[Description of the task] Report every line of the records below that contains the word "Alvarado".

[Collected data entries]
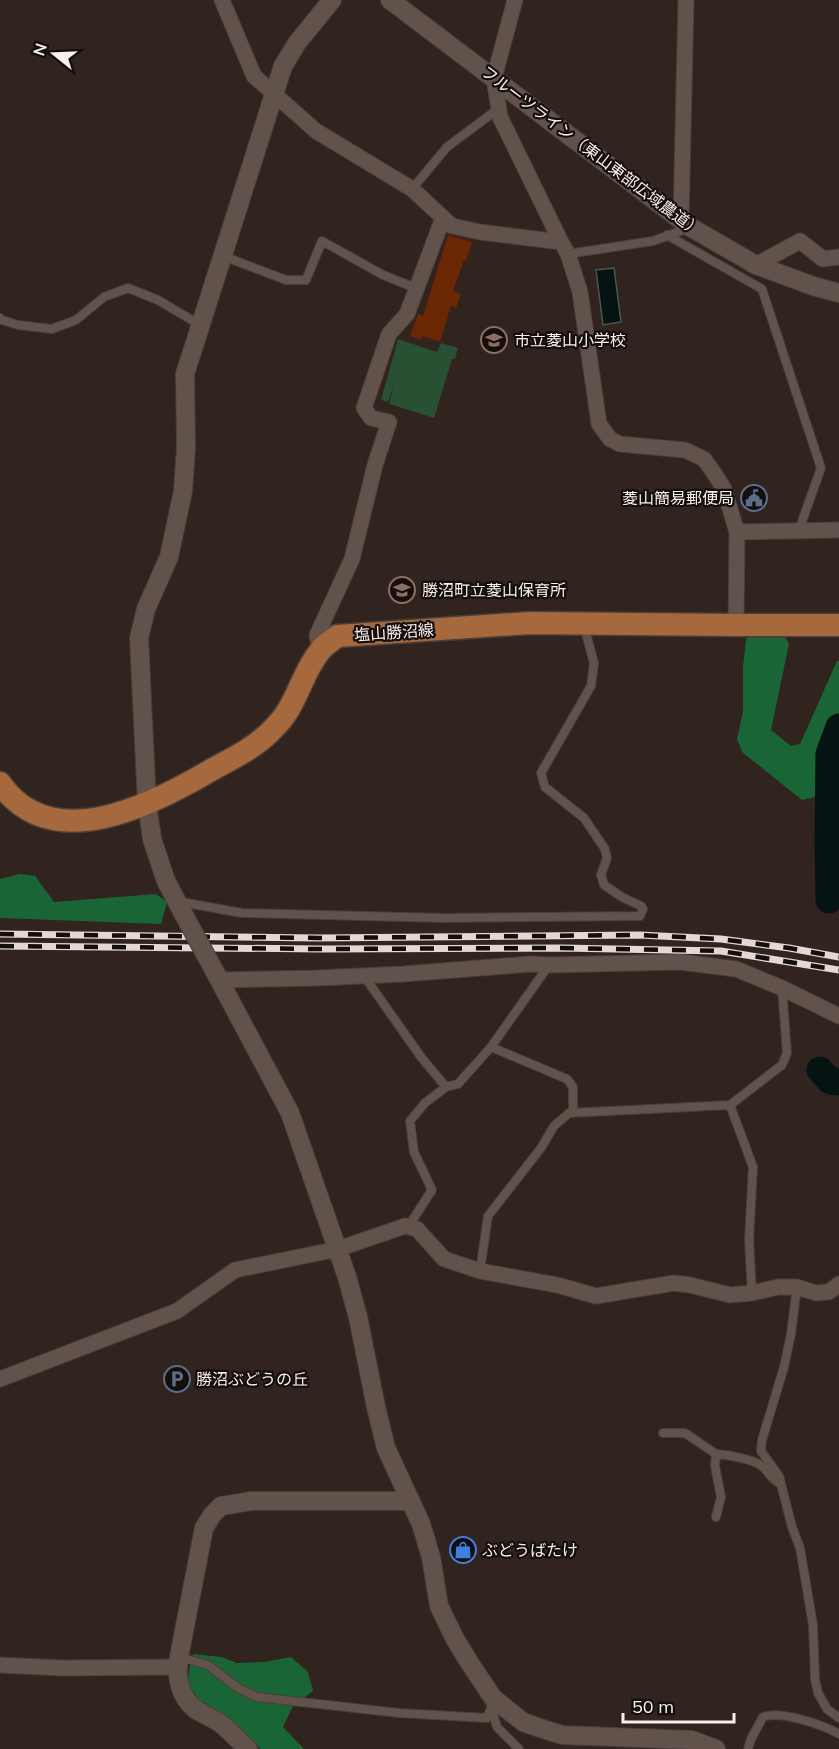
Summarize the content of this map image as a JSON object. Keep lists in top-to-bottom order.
{
  "streets": {
    "main road": ["塩山勝沼線"],
    "street": ["フルーツライン（東山東部広域農道）"]
  },
  "places": {
    "school or university": ["市立菱山小学校", "勝沼町立菱山保育所"],
    "public building": ["菱山簡易郵便局"],
    "parking": ["勝沼ぶどうの丘"],
    "shop": ["ぶどうばたけ"]
  },
  "scale_bar": "50 m",
  "north": "left"
}
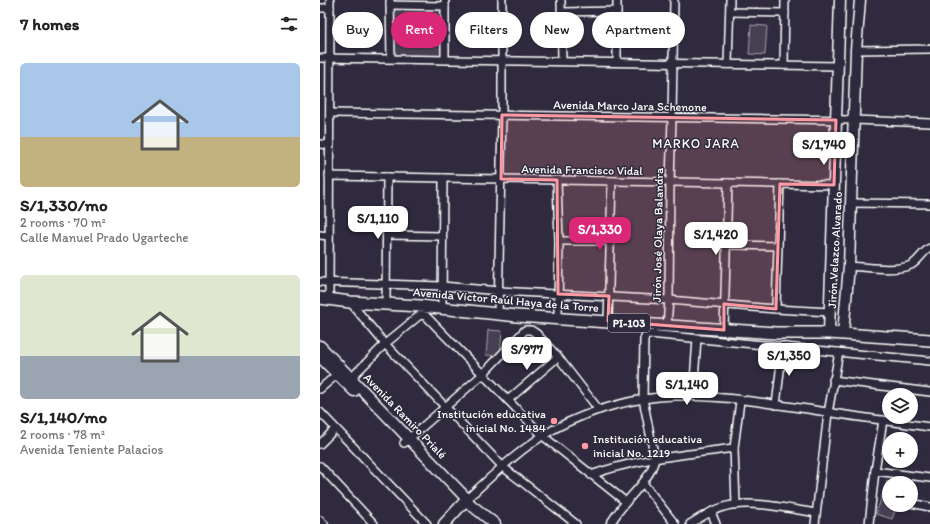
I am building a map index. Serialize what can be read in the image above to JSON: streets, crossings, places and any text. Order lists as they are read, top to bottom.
{
  "streets": {
    "main road": ["Avenida Víctor Raúl Haya de la Torre", "PI-103"],
    "street": [
      "Avenida Marco Jara Schenone",
      "Avenida Francisco Vidal",
      "Jirón José Olaya Balandra",
      "Jirón Velazco Alvarado",
      "Avenida Ramiro Prialé"
    ]
  },
  "crossings": [
    ["Avenida Marco Jara Schenone", "Jirón José Olaya Balandra"],
    ["Avenida Marco Jara Schenone", "Jirón Velazco Alvarado"],
    ["Avenida Francisco Vidal", "Jirón José Olaya Balandra"],
    ["Avenida Francisco Vidal", "Jirón Velazco Alvarado"],
    ["Jirón José Olaya Balandra", "Avenida Víctor Raúl Haya de la Torre"],
    ["Jirón Velazco Alvarado", "Avenida Víctor Raúl Haya de la Torre"]
  ],
  "districts": ["MARKO JARA"],
  "places": ["Institución educativa inicial No. 1484", "Institución educativa inicial No. 1219"],
  "page": {
    "heading": "7 homes",
    "chip": [
      "Buy",
      "Rent",
      "Filters",
      "New",
      "Apartment"
    ],
    "list": [
      {
        "name": "S/1,330/mo",
        "note": "2 rooms · 70 m² · Calle Manuel Prado Ugarteche"
      },
      {
        "name": "S/1,140/mo",
        "note": "2 rooms · 78 m² · Avenida Teniente Palacios"
      }
    ],
    "price": [
      "S/1,740",
      "S/1,110",
      "S/1,330",
      "S/1,420",
      "S/977",
      "S/1,350",
      "S/1,140"
    ],
    "map_buttons": ["+", "−"]
  }
}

[Task solution]
      "Jirón Velazco Alvarado",
    ["Avenida Marco Jara Schenone", "Jirón Velazco Alvarado"],
    ["Avenida Francisco Vidal", "Jirón Velazco Alvarado"],
    ["Jirón Velazco Alvarado", "Avenida Víctor Raúl Haya de la Torre"]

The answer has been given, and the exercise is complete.